To do
Look through the entries below and report how many lines hold the string "Extract". Only the number is wanted.

Dataset entries
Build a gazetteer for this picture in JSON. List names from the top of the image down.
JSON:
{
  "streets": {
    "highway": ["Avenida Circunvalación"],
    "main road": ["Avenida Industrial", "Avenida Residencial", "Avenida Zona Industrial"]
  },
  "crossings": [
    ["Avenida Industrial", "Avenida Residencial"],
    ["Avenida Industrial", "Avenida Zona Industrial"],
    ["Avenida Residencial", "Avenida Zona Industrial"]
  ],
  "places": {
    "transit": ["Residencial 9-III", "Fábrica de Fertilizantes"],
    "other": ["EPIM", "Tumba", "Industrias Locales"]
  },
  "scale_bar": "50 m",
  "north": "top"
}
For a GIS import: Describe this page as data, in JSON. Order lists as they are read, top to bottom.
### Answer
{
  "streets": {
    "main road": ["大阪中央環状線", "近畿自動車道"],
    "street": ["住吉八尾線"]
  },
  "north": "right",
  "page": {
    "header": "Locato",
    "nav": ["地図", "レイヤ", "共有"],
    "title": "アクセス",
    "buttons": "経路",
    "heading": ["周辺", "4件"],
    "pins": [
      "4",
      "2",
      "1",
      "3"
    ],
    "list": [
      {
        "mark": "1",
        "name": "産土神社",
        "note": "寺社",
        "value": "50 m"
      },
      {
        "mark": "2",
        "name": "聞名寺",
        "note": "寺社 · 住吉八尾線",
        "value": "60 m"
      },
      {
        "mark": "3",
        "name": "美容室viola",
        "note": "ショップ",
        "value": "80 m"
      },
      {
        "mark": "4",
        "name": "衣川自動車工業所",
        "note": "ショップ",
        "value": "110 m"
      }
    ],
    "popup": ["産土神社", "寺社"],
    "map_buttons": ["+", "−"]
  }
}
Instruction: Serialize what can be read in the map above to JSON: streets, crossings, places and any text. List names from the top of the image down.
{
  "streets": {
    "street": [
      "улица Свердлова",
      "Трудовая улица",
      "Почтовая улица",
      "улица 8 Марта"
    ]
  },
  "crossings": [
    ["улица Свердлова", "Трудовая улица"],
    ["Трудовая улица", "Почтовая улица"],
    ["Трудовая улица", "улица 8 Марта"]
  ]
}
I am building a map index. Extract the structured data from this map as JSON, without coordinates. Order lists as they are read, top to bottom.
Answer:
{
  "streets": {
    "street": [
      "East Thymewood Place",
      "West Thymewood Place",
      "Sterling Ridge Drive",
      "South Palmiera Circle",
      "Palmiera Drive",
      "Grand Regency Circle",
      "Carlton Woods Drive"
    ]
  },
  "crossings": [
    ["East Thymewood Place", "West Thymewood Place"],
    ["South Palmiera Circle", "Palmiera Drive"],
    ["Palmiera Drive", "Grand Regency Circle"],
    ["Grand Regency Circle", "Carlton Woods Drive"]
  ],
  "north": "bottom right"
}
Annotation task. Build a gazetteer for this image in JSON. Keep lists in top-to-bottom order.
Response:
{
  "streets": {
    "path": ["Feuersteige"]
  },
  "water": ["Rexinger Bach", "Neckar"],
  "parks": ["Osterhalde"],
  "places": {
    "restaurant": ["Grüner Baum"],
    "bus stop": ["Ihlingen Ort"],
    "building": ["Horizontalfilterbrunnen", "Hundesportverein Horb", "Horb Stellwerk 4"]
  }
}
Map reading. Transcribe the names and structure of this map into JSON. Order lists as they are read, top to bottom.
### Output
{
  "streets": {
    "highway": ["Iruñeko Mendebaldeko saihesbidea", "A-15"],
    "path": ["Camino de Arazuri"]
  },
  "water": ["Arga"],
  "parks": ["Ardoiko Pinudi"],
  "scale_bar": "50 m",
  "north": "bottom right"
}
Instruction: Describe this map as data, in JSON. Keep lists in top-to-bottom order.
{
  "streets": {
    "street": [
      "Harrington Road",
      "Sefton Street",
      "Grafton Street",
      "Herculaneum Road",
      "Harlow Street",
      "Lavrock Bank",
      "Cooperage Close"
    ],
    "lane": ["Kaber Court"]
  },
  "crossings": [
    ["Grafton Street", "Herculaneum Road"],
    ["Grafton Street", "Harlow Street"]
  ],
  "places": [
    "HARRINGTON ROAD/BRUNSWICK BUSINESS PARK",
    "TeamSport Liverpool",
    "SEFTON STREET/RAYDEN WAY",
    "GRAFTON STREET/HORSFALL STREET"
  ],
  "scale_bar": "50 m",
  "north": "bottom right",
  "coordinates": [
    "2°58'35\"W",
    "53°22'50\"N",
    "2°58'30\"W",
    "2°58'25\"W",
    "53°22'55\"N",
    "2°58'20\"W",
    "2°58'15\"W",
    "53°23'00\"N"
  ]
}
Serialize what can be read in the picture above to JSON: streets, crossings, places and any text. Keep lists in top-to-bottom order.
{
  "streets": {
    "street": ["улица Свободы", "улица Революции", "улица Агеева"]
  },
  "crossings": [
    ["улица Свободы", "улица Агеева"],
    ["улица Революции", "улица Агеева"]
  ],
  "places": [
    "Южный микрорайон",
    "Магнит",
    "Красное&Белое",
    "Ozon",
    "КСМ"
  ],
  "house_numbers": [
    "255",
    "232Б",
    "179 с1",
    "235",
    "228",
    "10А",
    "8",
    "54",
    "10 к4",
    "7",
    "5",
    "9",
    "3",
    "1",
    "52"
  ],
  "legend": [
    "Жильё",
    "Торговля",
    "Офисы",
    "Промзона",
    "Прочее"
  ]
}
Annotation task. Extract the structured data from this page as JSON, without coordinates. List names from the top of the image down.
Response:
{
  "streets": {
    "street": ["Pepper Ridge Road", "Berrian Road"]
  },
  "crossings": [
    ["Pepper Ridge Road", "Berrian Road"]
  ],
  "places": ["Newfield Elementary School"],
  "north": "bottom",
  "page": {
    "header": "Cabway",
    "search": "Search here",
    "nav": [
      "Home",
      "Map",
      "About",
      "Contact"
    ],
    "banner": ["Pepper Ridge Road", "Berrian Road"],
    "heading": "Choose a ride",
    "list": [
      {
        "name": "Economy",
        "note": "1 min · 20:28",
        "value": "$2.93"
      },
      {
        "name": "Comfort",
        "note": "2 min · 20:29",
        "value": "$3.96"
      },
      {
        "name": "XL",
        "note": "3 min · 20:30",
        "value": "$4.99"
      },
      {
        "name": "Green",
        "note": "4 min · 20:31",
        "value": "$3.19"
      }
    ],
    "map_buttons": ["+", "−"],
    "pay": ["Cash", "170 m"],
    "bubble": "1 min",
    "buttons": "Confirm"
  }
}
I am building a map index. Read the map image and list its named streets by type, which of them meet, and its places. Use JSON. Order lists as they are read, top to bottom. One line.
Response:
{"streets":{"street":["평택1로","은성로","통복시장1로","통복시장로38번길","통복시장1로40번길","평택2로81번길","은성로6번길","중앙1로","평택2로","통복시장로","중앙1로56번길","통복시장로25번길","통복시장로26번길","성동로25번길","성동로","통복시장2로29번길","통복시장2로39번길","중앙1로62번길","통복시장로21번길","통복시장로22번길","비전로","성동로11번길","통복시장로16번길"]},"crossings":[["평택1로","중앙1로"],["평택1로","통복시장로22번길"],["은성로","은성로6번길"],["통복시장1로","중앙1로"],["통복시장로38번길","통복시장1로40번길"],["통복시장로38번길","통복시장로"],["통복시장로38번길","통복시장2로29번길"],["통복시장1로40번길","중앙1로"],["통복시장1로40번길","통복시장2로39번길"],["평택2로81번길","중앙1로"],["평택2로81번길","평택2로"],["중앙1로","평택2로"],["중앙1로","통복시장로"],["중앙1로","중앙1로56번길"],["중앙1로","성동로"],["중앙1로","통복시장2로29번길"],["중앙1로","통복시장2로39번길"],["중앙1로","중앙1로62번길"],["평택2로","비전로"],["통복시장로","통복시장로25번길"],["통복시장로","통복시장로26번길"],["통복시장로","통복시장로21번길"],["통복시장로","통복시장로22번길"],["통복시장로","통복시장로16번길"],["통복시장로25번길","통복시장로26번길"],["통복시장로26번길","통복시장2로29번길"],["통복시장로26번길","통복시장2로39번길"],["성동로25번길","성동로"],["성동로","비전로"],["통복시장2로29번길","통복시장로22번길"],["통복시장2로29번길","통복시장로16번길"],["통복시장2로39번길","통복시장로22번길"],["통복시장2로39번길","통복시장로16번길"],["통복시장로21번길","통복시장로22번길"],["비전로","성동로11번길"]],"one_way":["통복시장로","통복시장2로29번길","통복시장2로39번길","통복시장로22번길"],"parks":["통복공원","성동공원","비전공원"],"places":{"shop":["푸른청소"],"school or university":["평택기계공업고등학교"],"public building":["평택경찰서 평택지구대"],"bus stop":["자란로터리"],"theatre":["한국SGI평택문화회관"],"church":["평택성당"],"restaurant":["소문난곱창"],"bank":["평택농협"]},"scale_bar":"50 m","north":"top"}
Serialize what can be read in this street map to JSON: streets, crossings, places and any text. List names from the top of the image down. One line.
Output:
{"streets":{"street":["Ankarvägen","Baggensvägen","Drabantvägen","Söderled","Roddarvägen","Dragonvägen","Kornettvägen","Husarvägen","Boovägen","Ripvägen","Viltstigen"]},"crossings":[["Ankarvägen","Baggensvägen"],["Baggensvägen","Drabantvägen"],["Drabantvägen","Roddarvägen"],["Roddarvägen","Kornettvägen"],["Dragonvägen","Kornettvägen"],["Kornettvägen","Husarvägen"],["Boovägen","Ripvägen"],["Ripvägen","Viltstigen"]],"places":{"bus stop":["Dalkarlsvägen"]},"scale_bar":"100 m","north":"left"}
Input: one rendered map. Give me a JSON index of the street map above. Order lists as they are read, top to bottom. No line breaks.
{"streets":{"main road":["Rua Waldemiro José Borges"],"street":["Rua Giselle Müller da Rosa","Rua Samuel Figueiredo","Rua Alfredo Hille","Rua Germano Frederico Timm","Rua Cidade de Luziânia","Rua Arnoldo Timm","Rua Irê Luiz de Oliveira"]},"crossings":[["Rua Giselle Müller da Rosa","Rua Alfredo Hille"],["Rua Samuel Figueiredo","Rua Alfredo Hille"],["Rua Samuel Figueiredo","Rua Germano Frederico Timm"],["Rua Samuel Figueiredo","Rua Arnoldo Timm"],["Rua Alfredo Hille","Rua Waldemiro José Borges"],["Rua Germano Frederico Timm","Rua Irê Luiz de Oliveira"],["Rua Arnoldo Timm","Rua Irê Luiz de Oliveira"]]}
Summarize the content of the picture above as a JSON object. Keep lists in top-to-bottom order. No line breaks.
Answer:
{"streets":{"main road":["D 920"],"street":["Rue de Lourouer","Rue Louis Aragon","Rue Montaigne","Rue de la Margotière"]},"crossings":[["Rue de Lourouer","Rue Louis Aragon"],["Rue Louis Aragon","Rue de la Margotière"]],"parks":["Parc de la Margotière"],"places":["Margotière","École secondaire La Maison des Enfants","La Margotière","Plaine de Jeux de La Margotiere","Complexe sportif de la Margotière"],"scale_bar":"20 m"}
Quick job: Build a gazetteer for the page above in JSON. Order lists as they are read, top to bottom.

Result below
2